David era un amigo íntimo de Marat, así como un firme partidario de Robespierre y los jacobinos. Quedó abrumado por su capacidad natural para convencer a las masas con sus discursos, algo que él todavía no había logrado a través de la pintura (por no mencionar sus dificultades a la hora de hablar, debido a una deformidad facial causada por una herida durante un duelo). Determinado a conmemorar a su amigo, David no solo le organizó un espléndido funeral, sino que pintó su retrato poco después. Le pidieron que lo hiciera por su anterior cuadro, La muerte de Lepelletier de Saint-Fargeau. (Después de 1826, nadio vio esta obra, representando al primer mártir de la Revolución, un diputado asesinado el 20 de enero. La versión oficial de su muerte fue haber votado la muerte del rey Luis XVI, aunque posiblemente fue también víctima de alguna oscura trama que implicaba a España). A pesar de la precipitación con la que pintó el cuadro (la obra fue terminada y presentada a la Convención Nacional menos de cuatro meses después de la muerte de Marat), se considera generalmente que es la mejor obra de David, un paso definitivo hacia la modernidad, y una afirmación política inspirada e inspiradora. La muerte de Marat, quizá la pintura más famosa de David, ha sido llamada la Pietà de la Revolución. Al presentar la pintura a la Convención, dijo: «Ciudadanos, , el pueblo llamaba de nuevo a su amigo; su voz desolada fue oída: David, coge tus pinceles..., venga a Marat... Oí la voz del pueblo. Obedecí.» David tuvo que trabajar con rapidez, pero el resultado fue una imagen simple y poderosa.
Octava etapa
-Coronación de Napoleón
Coronación de Napoleón
Al principio, Jacques-Louis David destacó por realizar una pintura que se caracterizaba por la exaltación y la épica de la práctica revolucionaria en la Francia de los últimos años del antiguo régimen.

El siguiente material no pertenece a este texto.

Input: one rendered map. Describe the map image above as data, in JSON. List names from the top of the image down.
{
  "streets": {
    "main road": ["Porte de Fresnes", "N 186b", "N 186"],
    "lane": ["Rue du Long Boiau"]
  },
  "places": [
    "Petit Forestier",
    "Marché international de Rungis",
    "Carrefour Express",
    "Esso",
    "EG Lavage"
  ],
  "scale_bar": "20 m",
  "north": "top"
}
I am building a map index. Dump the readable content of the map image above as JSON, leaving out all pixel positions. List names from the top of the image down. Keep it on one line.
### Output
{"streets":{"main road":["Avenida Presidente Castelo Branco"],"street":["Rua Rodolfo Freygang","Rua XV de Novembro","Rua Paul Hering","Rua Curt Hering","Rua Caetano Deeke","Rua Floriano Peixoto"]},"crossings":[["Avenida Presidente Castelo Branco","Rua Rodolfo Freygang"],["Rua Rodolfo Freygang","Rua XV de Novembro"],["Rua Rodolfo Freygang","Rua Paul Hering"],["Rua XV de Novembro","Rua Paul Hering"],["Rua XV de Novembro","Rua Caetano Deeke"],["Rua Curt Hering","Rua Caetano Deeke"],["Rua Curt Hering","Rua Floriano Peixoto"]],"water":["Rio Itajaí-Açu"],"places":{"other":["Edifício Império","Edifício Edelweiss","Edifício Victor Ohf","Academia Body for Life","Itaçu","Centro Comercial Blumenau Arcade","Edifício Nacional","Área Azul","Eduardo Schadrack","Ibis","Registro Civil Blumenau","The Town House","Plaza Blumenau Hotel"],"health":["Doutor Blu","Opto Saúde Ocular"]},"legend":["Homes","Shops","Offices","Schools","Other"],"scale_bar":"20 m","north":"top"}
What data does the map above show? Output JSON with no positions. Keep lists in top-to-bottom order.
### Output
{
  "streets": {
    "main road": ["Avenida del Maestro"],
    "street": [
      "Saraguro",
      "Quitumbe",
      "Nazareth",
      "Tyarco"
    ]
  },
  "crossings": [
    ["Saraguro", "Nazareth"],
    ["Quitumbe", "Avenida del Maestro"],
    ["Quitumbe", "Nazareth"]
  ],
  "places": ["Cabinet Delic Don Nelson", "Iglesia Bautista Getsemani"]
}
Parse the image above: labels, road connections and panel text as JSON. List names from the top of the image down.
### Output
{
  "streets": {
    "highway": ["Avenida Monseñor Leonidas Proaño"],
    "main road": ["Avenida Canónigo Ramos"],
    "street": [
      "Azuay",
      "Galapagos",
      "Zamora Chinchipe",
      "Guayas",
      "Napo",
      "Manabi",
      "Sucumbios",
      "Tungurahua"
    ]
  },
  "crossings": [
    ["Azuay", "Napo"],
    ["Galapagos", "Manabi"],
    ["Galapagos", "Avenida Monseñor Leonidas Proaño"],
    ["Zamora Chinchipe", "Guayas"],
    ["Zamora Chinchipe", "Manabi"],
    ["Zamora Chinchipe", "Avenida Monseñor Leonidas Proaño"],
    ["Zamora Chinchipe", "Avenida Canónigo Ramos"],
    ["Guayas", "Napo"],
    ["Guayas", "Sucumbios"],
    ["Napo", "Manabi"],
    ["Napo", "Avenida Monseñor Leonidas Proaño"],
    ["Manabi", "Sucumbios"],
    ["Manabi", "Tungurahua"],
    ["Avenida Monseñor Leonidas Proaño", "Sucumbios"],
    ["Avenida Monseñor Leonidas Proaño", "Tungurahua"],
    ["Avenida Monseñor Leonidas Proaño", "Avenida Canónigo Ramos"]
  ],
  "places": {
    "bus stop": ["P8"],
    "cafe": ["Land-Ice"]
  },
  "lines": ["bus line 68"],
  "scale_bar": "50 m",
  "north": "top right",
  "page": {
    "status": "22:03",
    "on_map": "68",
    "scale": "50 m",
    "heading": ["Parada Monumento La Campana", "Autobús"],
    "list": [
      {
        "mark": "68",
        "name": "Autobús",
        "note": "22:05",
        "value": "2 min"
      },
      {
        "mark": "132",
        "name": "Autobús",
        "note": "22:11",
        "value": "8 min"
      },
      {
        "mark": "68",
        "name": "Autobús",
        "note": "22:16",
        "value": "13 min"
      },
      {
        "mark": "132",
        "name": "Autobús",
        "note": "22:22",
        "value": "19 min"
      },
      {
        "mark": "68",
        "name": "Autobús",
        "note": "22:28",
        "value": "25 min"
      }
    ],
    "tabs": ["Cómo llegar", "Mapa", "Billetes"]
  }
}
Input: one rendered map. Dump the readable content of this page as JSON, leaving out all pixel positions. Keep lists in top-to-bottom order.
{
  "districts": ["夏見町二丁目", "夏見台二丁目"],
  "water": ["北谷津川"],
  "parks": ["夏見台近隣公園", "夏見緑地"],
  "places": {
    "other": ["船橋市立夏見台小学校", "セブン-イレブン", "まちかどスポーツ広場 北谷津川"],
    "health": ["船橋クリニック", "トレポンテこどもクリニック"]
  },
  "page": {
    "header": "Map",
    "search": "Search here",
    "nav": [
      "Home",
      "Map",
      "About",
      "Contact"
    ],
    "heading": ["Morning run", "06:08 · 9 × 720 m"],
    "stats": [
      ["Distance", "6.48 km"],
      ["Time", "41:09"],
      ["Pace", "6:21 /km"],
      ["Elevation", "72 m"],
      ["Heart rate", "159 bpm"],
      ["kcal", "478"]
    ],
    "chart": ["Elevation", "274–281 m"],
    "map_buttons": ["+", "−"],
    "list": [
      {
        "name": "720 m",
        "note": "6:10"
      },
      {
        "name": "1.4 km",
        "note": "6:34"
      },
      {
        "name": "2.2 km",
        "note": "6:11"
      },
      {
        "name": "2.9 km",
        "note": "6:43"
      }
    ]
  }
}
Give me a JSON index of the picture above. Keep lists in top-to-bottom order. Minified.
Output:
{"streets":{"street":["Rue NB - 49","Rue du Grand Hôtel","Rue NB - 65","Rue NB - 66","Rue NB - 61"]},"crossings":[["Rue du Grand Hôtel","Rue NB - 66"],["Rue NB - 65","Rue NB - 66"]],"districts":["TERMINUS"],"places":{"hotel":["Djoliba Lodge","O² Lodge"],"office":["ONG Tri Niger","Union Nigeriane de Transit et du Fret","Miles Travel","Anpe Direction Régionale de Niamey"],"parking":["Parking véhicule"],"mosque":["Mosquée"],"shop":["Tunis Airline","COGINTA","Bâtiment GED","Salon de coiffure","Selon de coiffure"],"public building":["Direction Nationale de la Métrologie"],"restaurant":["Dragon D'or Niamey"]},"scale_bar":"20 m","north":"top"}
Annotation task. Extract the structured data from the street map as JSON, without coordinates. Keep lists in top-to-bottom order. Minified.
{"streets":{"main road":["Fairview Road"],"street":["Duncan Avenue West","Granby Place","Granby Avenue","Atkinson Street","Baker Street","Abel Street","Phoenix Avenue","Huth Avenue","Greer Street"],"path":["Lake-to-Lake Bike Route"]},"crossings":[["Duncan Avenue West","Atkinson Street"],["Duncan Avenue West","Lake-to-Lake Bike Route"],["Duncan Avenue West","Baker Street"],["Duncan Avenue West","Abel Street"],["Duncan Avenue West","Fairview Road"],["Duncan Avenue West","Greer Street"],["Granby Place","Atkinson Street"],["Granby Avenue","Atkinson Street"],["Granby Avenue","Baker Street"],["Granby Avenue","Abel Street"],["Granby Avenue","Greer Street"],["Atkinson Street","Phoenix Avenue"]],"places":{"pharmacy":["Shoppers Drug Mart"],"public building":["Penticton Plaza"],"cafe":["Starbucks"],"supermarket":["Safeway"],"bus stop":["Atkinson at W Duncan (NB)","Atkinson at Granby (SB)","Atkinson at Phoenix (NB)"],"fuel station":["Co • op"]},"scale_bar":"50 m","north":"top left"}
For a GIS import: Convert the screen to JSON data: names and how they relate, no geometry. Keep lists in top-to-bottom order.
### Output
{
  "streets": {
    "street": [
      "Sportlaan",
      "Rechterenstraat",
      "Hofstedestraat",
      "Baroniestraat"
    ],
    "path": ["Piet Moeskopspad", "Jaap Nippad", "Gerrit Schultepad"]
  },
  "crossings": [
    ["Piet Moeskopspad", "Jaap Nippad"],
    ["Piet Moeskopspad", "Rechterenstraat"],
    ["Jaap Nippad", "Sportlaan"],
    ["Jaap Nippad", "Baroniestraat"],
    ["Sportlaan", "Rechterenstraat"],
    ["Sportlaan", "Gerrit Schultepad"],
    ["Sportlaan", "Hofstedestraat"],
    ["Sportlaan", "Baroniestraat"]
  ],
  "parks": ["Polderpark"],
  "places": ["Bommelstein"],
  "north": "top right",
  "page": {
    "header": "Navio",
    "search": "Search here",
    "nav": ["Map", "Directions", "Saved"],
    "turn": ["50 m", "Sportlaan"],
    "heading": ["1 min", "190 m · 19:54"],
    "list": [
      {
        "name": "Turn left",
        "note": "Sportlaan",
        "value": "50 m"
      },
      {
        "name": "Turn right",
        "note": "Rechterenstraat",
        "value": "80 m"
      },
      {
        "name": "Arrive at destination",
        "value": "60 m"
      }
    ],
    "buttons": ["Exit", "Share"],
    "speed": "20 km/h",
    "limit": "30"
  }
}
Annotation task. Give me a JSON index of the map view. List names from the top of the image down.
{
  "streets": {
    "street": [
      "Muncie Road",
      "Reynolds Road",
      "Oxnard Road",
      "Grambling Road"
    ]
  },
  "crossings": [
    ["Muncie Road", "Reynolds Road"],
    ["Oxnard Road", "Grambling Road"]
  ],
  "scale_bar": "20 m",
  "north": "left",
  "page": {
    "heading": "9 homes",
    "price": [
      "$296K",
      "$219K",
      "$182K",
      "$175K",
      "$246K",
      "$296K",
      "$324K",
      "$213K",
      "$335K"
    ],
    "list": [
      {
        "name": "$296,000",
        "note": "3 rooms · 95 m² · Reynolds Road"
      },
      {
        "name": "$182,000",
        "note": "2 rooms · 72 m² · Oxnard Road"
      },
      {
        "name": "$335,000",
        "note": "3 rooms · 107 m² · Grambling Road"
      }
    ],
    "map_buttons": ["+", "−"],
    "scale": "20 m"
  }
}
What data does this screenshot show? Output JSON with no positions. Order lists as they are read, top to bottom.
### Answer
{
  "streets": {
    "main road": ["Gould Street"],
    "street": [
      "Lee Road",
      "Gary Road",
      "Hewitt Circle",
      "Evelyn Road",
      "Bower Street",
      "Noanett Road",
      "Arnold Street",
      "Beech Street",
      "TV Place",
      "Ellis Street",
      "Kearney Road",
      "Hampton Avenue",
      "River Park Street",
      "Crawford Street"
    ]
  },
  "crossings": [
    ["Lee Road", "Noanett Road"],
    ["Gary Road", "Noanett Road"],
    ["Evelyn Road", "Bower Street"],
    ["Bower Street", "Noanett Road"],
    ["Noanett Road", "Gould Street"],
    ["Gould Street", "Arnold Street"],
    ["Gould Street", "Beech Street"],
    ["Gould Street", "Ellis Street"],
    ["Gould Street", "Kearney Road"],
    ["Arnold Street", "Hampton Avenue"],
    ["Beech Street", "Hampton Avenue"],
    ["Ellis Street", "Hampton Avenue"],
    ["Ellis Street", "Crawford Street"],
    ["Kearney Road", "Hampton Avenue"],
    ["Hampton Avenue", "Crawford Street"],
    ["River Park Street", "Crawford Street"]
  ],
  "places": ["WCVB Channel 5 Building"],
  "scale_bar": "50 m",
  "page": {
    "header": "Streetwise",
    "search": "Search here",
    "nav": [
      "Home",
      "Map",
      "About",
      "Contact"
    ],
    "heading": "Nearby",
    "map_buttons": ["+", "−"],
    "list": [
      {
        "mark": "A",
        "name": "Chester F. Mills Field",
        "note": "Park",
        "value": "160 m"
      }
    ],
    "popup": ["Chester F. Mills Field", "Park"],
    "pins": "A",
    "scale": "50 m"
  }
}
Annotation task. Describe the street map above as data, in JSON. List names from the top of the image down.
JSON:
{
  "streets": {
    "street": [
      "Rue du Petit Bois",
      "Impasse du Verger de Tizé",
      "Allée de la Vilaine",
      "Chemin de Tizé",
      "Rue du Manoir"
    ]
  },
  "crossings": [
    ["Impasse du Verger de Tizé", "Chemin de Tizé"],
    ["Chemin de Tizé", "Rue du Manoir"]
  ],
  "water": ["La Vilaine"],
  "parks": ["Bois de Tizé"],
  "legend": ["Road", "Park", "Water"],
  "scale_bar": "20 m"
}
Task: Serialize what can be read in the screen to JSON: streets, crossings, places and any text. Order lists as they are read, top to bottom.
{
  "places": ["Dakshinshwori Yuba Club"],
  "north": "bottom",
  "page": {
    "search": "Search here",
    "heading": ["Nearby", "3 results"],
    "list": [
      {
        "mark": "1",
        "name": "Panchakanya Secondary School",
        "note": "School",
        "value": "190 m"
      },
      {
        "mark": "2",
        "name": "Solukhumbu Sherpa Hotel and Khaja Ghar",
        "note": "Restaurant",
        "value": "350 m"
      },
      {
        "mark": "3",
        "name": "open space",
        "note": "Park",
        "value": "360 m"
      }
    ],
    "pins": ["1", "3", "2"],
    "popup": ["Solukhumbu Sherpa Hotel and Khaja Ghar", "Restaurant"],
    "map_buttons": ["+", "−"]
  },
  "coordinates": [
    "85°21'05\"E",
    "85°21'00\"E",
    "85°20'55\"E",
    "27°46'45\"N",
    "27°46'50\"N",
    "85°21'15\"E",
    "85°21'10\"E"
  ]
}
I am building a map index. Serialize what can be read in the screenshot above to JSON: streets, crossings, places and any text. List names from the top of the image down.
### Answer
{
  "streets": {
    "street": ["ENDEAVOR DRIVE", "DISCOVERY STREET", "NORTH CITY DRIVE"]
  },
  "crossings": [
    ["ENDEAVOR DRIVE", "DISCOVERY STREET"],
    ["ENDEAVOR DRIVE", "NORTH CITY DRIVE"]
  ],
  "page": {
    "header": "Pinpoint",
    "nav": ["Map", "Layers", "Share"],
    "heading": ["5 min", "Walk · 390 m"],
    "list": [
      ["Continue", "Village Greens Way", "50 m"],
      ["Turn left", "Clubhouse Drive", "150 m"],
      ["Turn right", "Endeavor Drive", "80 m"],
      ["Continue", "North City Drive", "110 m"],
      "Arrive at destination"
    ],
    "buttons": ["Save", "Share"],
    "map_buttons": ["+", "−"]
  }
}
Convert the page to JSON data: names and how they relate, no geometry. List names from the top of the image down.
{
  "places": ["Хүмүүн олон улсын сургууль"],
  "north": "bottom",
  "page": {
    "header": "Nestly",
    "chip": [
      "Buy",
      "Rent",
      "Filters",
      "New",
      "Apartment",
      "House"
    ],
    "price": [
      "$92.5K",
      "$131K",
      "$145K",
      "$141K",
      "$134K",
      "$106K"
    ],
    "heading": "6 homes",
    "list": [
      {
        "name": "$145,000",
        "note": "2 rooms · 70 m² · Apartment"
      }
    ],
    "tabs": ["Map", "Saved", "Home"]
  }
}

Cuando la cabeza de Robespierre cae bajo la guillotina, J. L. David es encarcelado, permaneciendo en prisión durante varios meses. Con la llegada de Napoleón Bonaparte al poder, el pintor recuperó en buena parte su posición social y artística y su taller se hace famoso en toda Europa. Fue éste el momento, en que el emperador le encargó a David La Coronación. Un cuadro de colosales proporciones en el que aparecen más de cien figuras con un despliegue de distinción, suntuosidad y detallismo. El lienzo, representa la capacidad y el poderío del nuevo monarca, que ya no es descendiente de nobles o reyes, Napoleón es el monarca ilustrado. El cuadro es tan gigantesco que más tarde el mismo Bonaparte diría de la obra: Esto no es pintura: ¡se puede pasear por este cuadro!. Lo que se le ocurre a Jacques-Louis David es la monumental idea de insertar a Napoleón Bonaparte en un sistema de símbolos visuales muy minucioso, utilizando objetos como el laurel y otros elementos de reminiscencia clásica que buscan referenciar un pasado esplendoroso para equipararlo al nuevo gobierno. El artista mantiene la configuración de una jerarquía social, al tiempo que sugiere que los plebeyos también pueden aspirar a ocupar el vértice de la pirámide.
La estrategia es que al mismo tiempo, el pintor deja claro qué clase de plebeyos podrían acceder a esta efímera posibilidad: una clase de plebeyos súbditos, sujetos a la autoridad y que acaten la jerarquía y el orden; una maniobra que más tarde Foucault analizó como uno de los mejores sistemas de control del Estado Moderno. El lienzo, nos muestra una promesa de libertad e igualdad de oportunidades dentro de una sociedad ordenada, jerárquica y disciplinada, que se refleja en el tramposo texto de su épica y monumentalidad. Resultaba contradictorio que el mismo pintor que exaltaba con su obra las consignas de la Revolución se pusiera al servicio de un nuevo monarca. Jacques-Louis David sustituye el entusiasmo y la energía del cambio social por un ritual formalista y el peso de una autoridad, que para algunos, estaba empezando a resultar opresiva. A menudo se le reprochó a David el hecho de que tomara partido por Napoleón con el mismo ahínco que había mostrado por la Revolución, glorificando al tirano que plagó Europa de guerras, aunque no fue ni mucho menos el único pintor que lo hizo. Con esta obra J. L. David nos daba una idea de cómo es que, al final, la historia la cuentan los vencedores.